3 A. Expert Testimony

This Court reviews a district court’s decision to admit expert testimony for abuse of

discretion. United States v. Williams, 506 F.3d 151, 159–60 (2d Cir. 2007). “The decision to

admit expert testimony is left to the broad discretion of the trial judge and will be overturned only

when manifestly erroneous.” McCullock v. H.B. Fuller Co., 61 F.3d 1038, 1042 (2d Cir. 1995).

RAR argues that the district court incorrectly permitted the Trustee’s expert, Bruce

Dubinsky, to testify at trial. It contends that Dubinsky’s expert report improperly does not contain

the key opinion proffered in his testimony—that Madoff transferred the IA business to the LLC

on or as of January 1, 2001—nor does it express an opinion on the ownership of the JPMorgan

bank accounts. RAR seeks a new trial because it claims the district court should have precluded

the testimony as not timely disclosed and that RAR should have been permitted to challenge both

Dubinsky’s qualifications to speak on this topic and the relevance of his opinions. We disagree.
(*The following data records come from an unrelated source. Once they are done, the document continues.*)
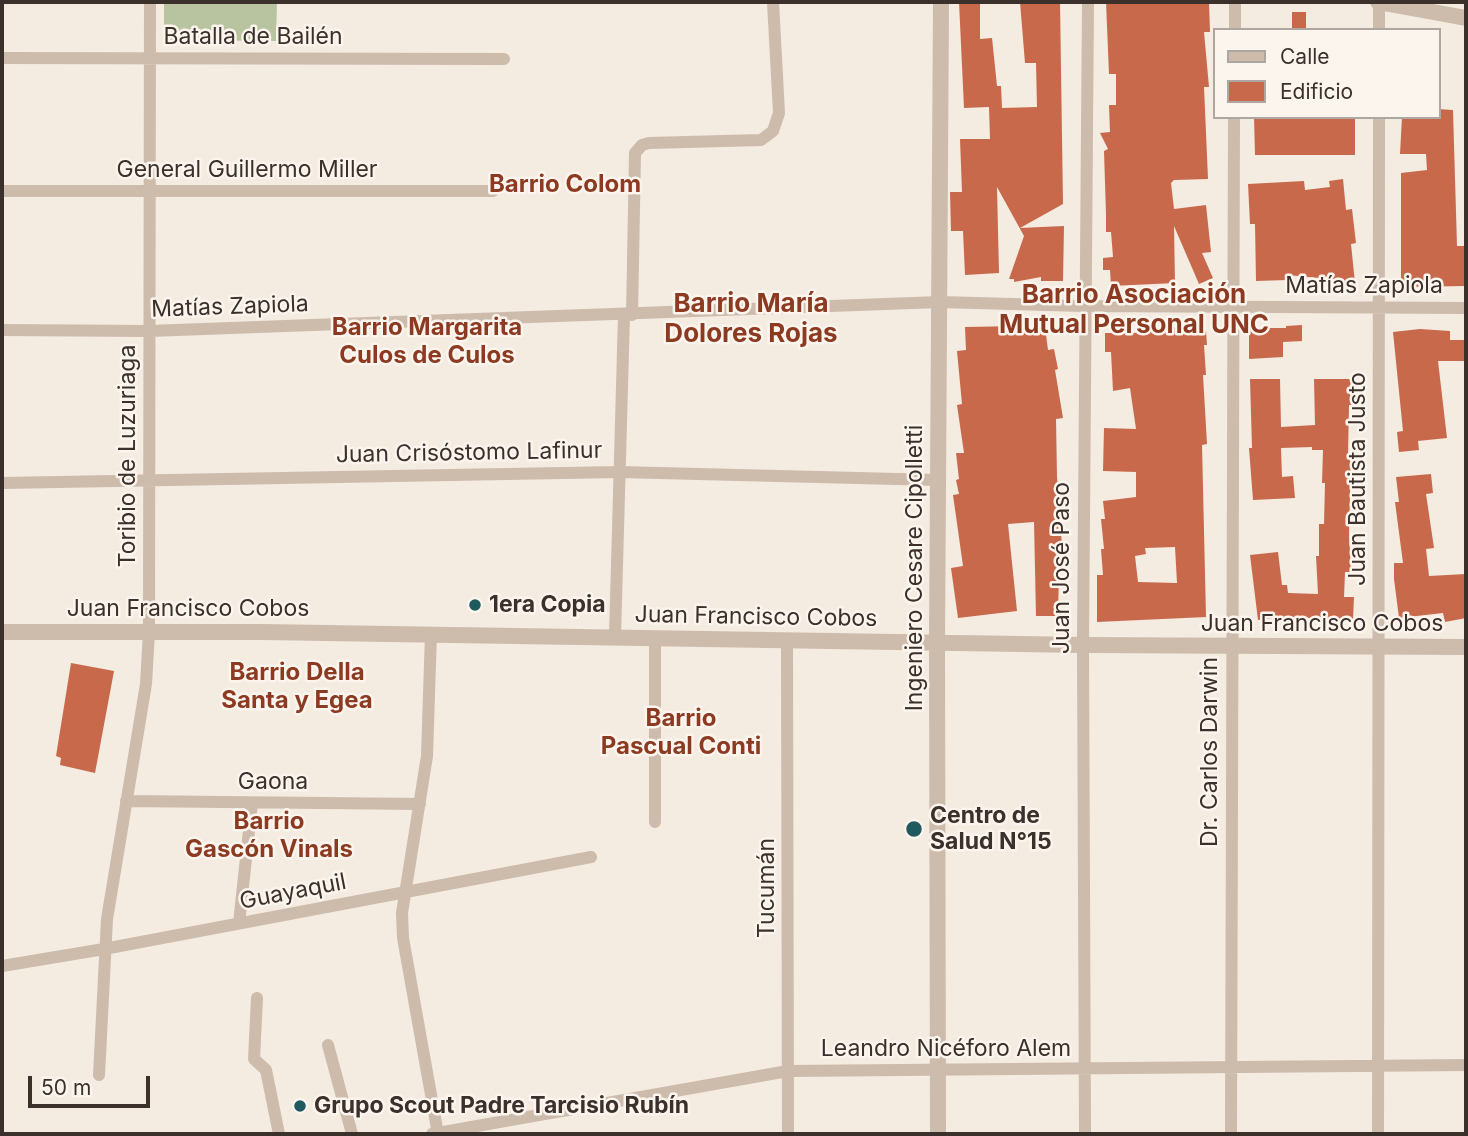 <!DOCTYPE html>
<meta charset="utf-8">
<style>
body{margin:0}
#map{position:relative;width:1468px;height:1136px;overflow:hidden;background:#f4ebe1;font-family:Inter,sans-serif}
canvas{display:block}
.frame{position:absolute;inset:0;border:4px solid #3b302b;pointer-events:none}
.legend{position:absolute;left:1213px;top:28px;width:228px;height:91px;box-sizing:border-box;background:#fbf5ee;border:2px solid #aea6a0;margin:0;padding:9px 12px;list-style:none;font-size:21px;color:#3b302b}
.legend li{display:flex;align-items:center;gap:14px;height:35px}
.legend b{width:35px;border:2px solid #aea6a0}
.scale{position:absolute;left:28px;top:1076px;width:122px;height:32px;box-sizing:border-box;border:4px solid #3b302b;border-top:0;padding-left:9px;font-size:21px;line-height:24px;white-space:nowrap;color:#3b302b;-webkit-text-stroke:5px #fbf5ee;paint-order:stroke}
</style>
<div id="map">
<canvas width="1468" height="1136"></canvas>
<div class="frame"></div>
<ul class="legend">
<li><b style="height:9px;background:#cdbbac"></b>Calle</li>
<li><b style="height:19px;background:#c8694b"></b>Edificio</li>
</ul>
<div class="scale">50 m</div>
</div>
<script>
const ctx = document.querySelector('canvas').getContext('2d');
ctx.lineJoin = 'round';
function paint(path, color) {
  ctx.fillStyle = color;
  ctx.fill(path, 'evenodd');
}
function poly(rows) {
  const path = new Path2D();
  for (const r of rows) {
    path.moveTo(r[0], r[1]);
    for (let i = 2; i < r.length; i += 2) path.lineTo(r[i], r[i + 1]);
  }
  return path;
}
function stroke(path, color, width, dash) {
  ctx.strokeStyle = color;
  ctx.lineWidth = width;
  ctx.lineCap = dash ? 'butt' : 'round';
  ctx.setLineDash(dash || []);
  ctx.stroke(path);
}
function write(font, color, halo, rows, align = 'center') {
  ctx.font = font + ' Inter,sans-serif';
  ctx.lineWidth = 5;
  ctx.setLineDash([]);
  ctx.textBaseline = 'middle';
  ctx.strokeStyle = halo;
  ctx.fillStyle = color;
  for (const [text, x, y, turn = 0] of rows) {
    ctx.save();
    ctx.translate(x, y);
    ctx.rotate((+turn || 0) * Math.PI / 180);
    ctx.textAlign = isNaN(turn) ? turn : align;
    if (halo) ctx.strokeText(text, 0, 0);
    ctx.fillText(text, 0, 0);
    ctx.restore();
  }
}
paint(poly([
 [164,2,277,2,276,41,164,40]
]), '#b8c4a0');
paint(poly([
 [959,2,980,2,980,39,992,38,997,86,1001,86,1002,108,1037,107,1036,63,1025,63,1020,2,1060,2,1063,204,1020,228,1064,226,1063,281,1041,281,1041,277,1014,282,1014,279,1009,279,1024,236,997,187,999,273,965,275,963,231,951,231,950,192,962,192,960,139,990,139,989,107,964,108],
 [1106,2,1209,2,1210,32,1204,32,1209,87,1204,87,1208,179,1174,180,1171,183,1174,209,1206,205,1211,252,1202,253,1213,278,1199,284,1174,226,1175,283,1111,286,1110,270,1103,270,1103,258,1113,257,1111,232,1106,232,1106,215,1104,151,1108,149,1100,133,1110,132,1109,105,1116,105,1116,74,1109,74],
 [1292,12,1306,12,1306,30,1292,30],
 [1438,109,1453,110,1457,246,1466,246,1466,286,1401,287,1401,173,1427,170,1426,154,1400,154,1402,117,1438,117],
 [1254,117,1355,117,1355,155,1255,155],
 [1343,179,1346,210,1352,209,1356,243,1351,244,1355,283,1341,284,1340,280,1287,275,1287,280,1256,281,1255,224,1250,224,1248,184,1304,181,1305,190,1330,187,1329,181],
 [1302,325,1302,341,1283,342,1283,357,1249,359,1249,328,1286,328,1286,326],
 [1019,326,1019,331,1045,327,1048,350,1054,349,1058,369,1055,370,1063,418,1056,419,1057,477,1062,546,1056,546,1059,569,1058,616,1036,616,1034,522,1008,524,1017,611,958,618,951,568,963,566,953,495,959,494,956,480,959,479,956,453,964,453,957,405,962,404,957,351,966,350,965,327],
 [1185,326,1186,333,1206,331,1207,345,1204,345,1206,375,1203,375,1207,444,1202,445,1206,617,1097,622,1097,575,1103,575,1101,549,1104,549,1101,519,1105,519,1103,501,1136,497,1136,472,1103,471,1104,428,1136,429,1130,388,1113,391,1111,352,1105,352,1105,333,1134,333],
 [1175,547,1177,583,1138,582,1135,556,1146,554,1145,548],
 [1420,329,1450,331,1450,340,1466,340,1466,361,1438,361,1447,438,1418,441,1419,450,1399,452,1397,432,1403,431,1393,332],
 [1250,379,1280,379,1281,427,1315,425,1314,379,1351,379,1353,405,1349,405,1348,455,1351,455,1349,534,1351,572,1345,572,1344,597,1354,597,1353,620,1291,617,1291,620,1275,622,1274,618,1258,620,1250,555,1278,552,1282,585,1287,585,1288,593,1318,594,1316,556,1319,556,1319,524,1324,524,1325,483,1322,483,1323,450,1312,450,1312,447,1281,448,1282,477,1293,476,1295,498,1253,500,1249,448,1252,448],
 [1431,474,1433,493,1426,494,1434,548,1426,549,1429,576,1466,574,1466,618,1445,622,1443,613,1399,618,1394,579,1394,563,1403,563,1395,502,1399,502,1396,477],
 [71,663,114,671,95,773,60,765,61,758,56,756]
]), '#c8694b');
stroke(poly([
 [1379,2,1379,30],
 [1235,30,1235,2],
 [2,58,504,59],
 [2,191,493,191],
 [632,315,635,153,642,145,649,143,761,140,773,131,779,113,773,2],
 [2,330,149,331,940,302,1084,306,1466,308],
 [2,483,619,472,937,480],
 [431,633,427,756,402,913,403,938,438,1134],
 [615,636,624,315],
 [655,637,655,822],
 [787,641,788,1134],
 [126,801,420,804],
 [239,923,252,803],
 [2,966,104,949,591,857],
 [257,998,254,1059,266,1070,279,1134],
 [328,1045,352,1134],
 [99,1075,107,919,146,684,149,632,150,2],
 [432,1134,788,1071,1466,1065],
 [1085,1134,1083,645,1088,2],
 [1231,1134,1234,117],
 [1378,1134,1379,117]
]), '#cdbbac', 12);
stroke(poly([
 [1378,2,1466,18],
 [2,632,263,632,1083,645,1466,647],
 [938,1134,937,643,941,2]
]), '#cdbbac', 16);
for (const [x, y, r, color] of [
 [475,605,7,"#1f5a5e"],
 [914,829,9,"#1f5a5e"],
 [300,1106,7,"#1f5a5e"]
]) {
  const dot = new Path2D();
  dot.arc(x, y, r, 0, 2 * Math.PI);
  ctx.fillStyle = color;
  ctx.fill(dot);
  stroke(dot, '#fbf5ee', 2.5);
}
write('23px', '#3b302b', '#fbf5ee', [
 ["Batalla de Bailén",253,37],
 ["General Guillermo Miller",247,170],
 ["Matías Zapiola",1364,286],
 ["Matías Zapiola",230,307,-2],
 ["Juan Crisóstomo Lafinur",469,453,-1],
 ["Toribio de Luzuriaga",128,456,-90],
 ["Juan Bautista Justo",1358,479,-90],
 ["Ingeniero Cesare Cipolletti",915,568,-90],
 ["Juan José Paso",1062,568,-90],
 ["Juan Francisco Cobos",188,609],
 ["Juan Francisco Cobos",756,617,1],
 ["Juan Francisco Cobos",1322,624],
 ["Dr. Carlos Darwin",1210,752,-90],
 ["Gaona",273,782],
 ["Tucumán",767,888,-90],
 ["Guayaquil",293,892,-11],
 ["Leandro Nicéforo Alem",946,1049]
]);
write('bold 23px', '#3b302b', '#fbf5ee', [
 ["1era Copia",489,605],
 ["Centro de",930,816],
 ["Salud N°15",930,842],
 ["Grupo Scout Padre Tarcisio Rubín",314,1106]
], 'left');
write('bold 24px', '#8c3b22', '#fbf5ee', [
 ["Barrio Colom",565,185],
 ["Barrio Margarita",427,328],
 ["Culos de Culos",427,356],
 ["Barrio Della",297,673],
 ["Santa y Egea",297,701],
 ["Barrio",681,719],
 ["Pascual Conti",681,747],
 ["Barrio",269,822],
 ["Gascón Vinals",269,850]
]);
write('bold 26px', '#8c3b22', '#fbf5ee', [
 ["Barrio Asociación",1134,295],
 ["Mutual Personal UNC",1134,325],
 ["Barrio María",751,304],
 ["Dolores Rojas",751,334]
]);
</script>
Here, the district court maintained an internal rule, Rule 3(I) of the Court’s Individual Rules

and Practices in Civil Cases, that “[u]nless the Court order[s] otherwise, motions to exclude

testimony of experts . . . must be made by the deadline for dispositive motions and should not be

treated as motions in limine.” Spec. App’x at 1. RAR did not seek to preclude Dubinsky’s

testimony until after the parties’ summary judgment motions had been filed. At the start, Federal

Rule of Civil Procedure 16(b) requires “good cause” to excuse compliance with a scheduling order.

Fed. R. Civ. P. 16(b); see Kassner v. 2nd Ave. Delicatessen Inc., 496 F.3d 229, 243 (2d Cir. 2007).

“[A] finding of ‘good cause’ depends on the diligence of the moving party.” Parker v.